**WHAT THE TASK REQUIRES:** An exact reproduction of the listing, minus the pictures, is the required output.

··· SUPPLIED DATA

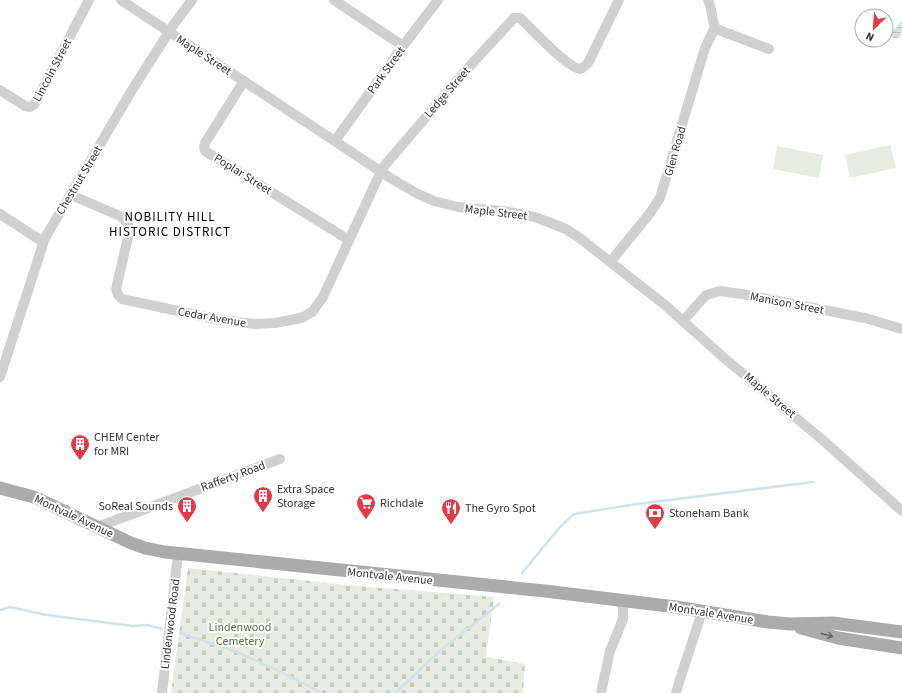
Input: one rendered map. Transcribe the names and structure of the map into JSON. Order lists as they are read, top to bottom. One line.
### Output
{"streets":{"main road":["Montvale Avenue"],"street":["Maple Street","Lincoln Street","Park Street","Ledge Street","Glen Road","Poplar Street","Chestnut Street","Manison Street","Cedar Avenue","Rafferty Road","Lindenwood Road"]},"crossings":[["Maple Street","Park Street"],["Maple Street","Ledge Street"],["Maple Street","Glen Road"],["Maple Street","Poplar Street"],["Maple Street","Chestnut Street"],["Maple Street","Manison Street"],["Maple Street","Cedar Avenue"],["Ledge Street","Cedar Avenue"],["Poplar Street","Cedar Avenue"],["Chestnut Street","Cedar Avenue"],["Rafferty Road","Montvale Avenue"],["Montvale Avenue","Lindenwood Road"]],"districts":["NOBILITY HILL HISTORIC DISTRICT"],"parks":["Lindenwood Cemetery"],"places":{"building":["CHEM Center for MRI","Extra Space Storage","SoReal Sounds"],"supermarket":["Richdale"],"restaurant":["The Gyro Spot"],"bank":["Stoneham Bank"]},"north":"bottom left"}
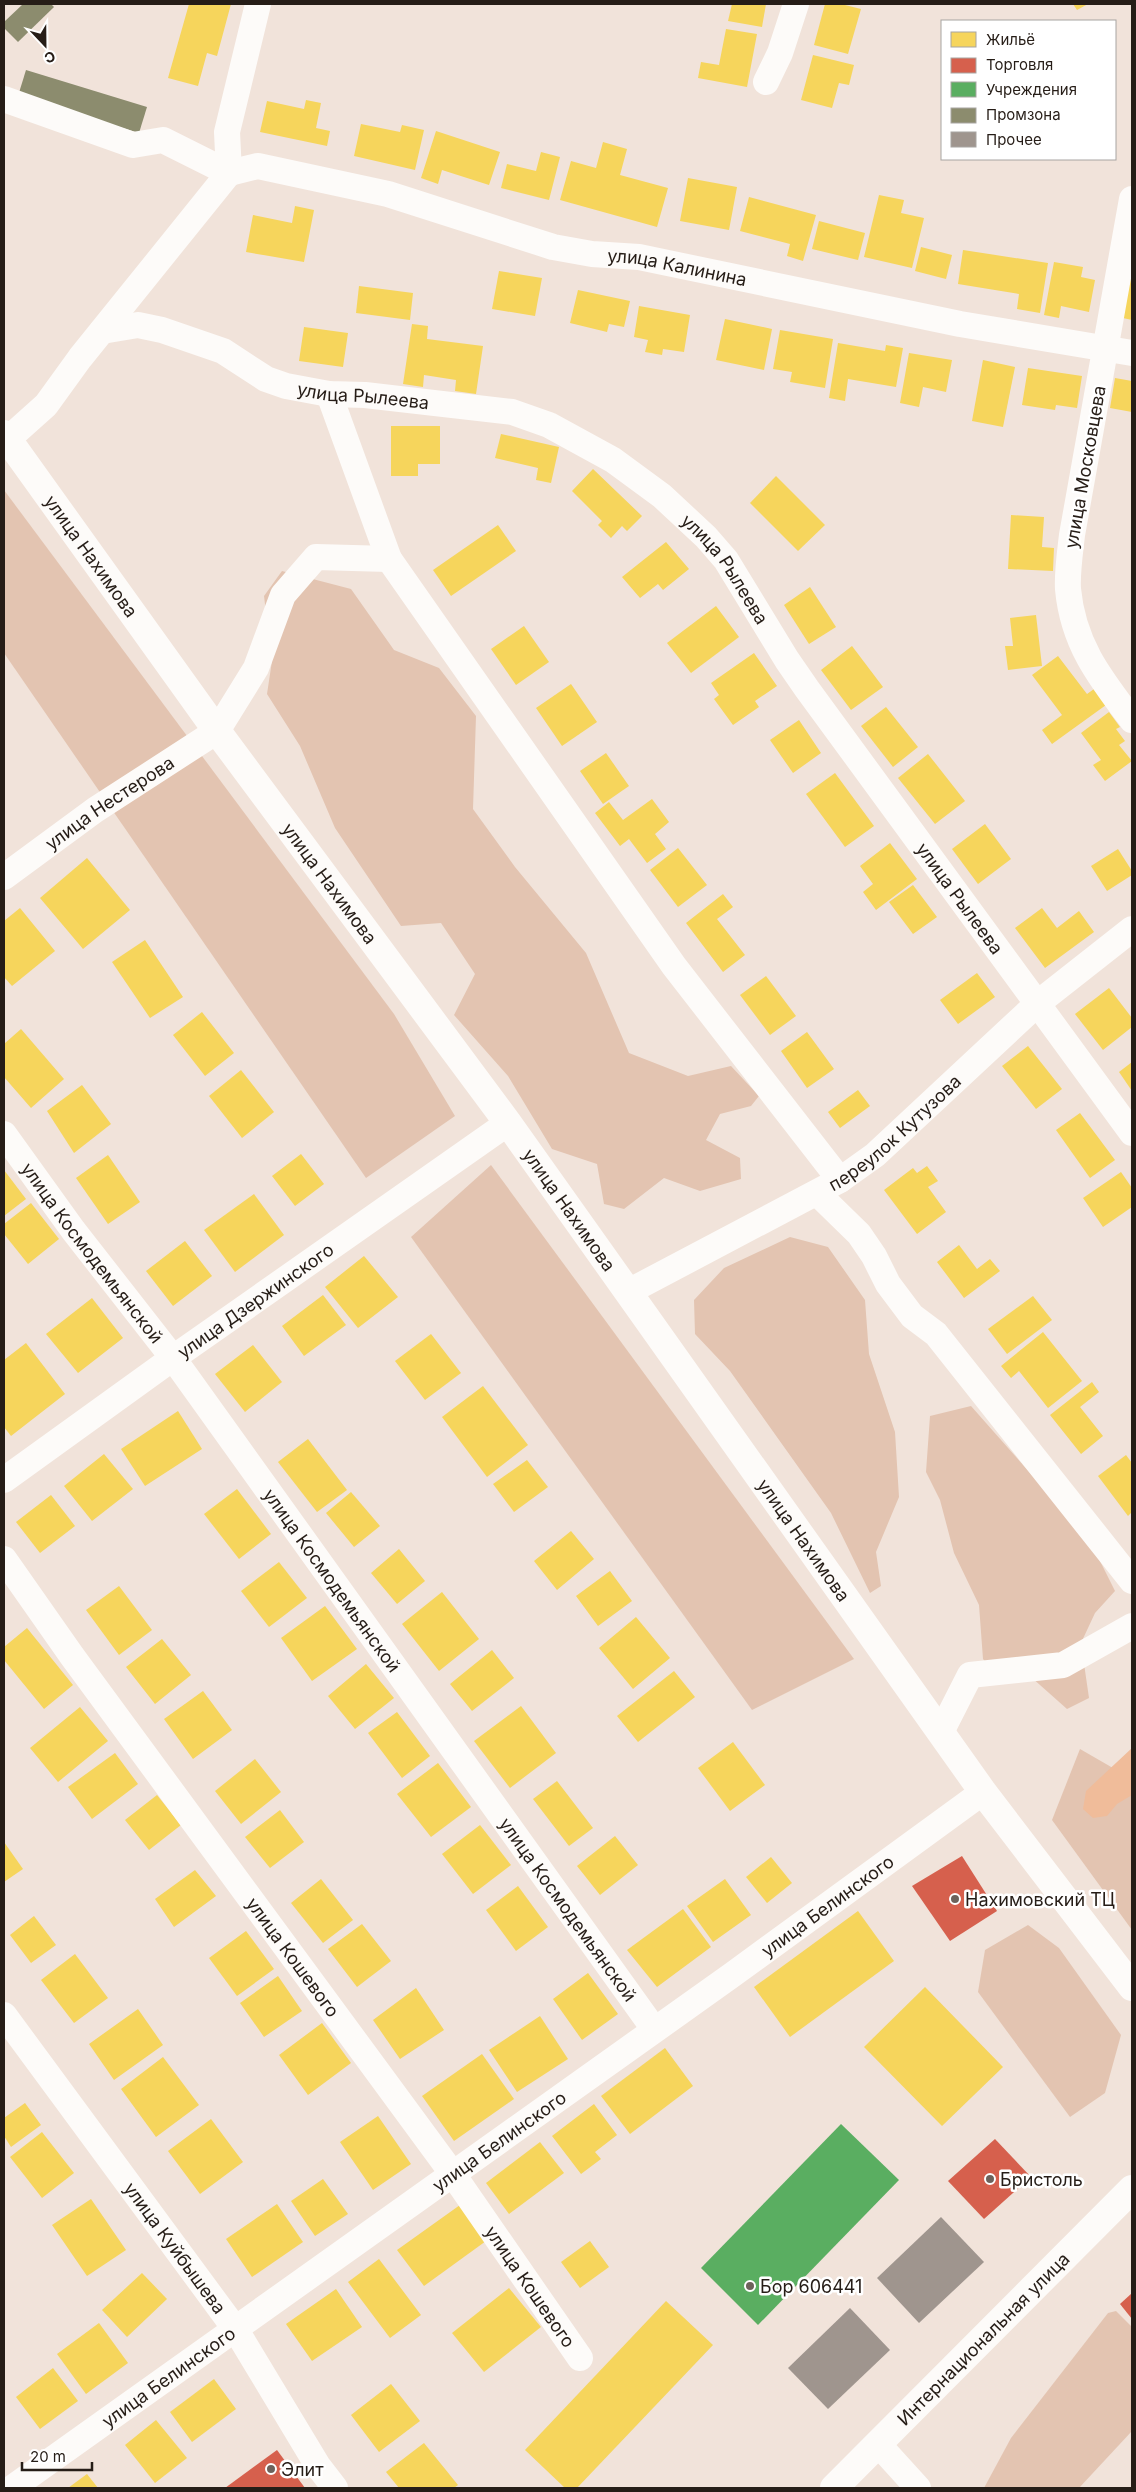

······

**RESPONSE TO THIS TASK:**
Input: one rendered map. Transcribe the names and structure of the map into JSON. Order lists as they are read, top to bottom. One line.
### Output
{"streets":{"main road":["Montvale Avenue"],"street":["Maple Street","Lincoln Street","Park Street","Ledge Street","Glen Road","Poplar Street","Chestnut Street","Manison Street","Cedar Avenue","Rafferty Road","Lindenwood Road"]},"crossings":[["Maple Street","Park Street"],["Maple Street","Ledge Street"],["Maple Street","Glen Road"],["Maple Street","Poplar Street"],["Maple Street","Chestnut Street"],["Maple Street","Manison Street"],["Maple Street","Cedar Avenue"],["Ledge Street","Cedar Avenue"],["Poplar Street","Cedar Avenue"],["Chestnut Street","Cedar Avenue"],["Rafferty Road","Montvale Avenue"],["Montvale Avenue","Lindenwood Road"]],"districts":["NOBILITY HILL HISTORIC DISTRICT"],"parks":["Lindenwood Cemetery"],"places":{"building":["CHEM Center for MRI","Extra Space Storage","SoReal Sounds"],"supermarket":["Richdale"],"restaurant":["The Gyro Spot"],"bank":["Stoneham Bank"]},"north":"bottom left"}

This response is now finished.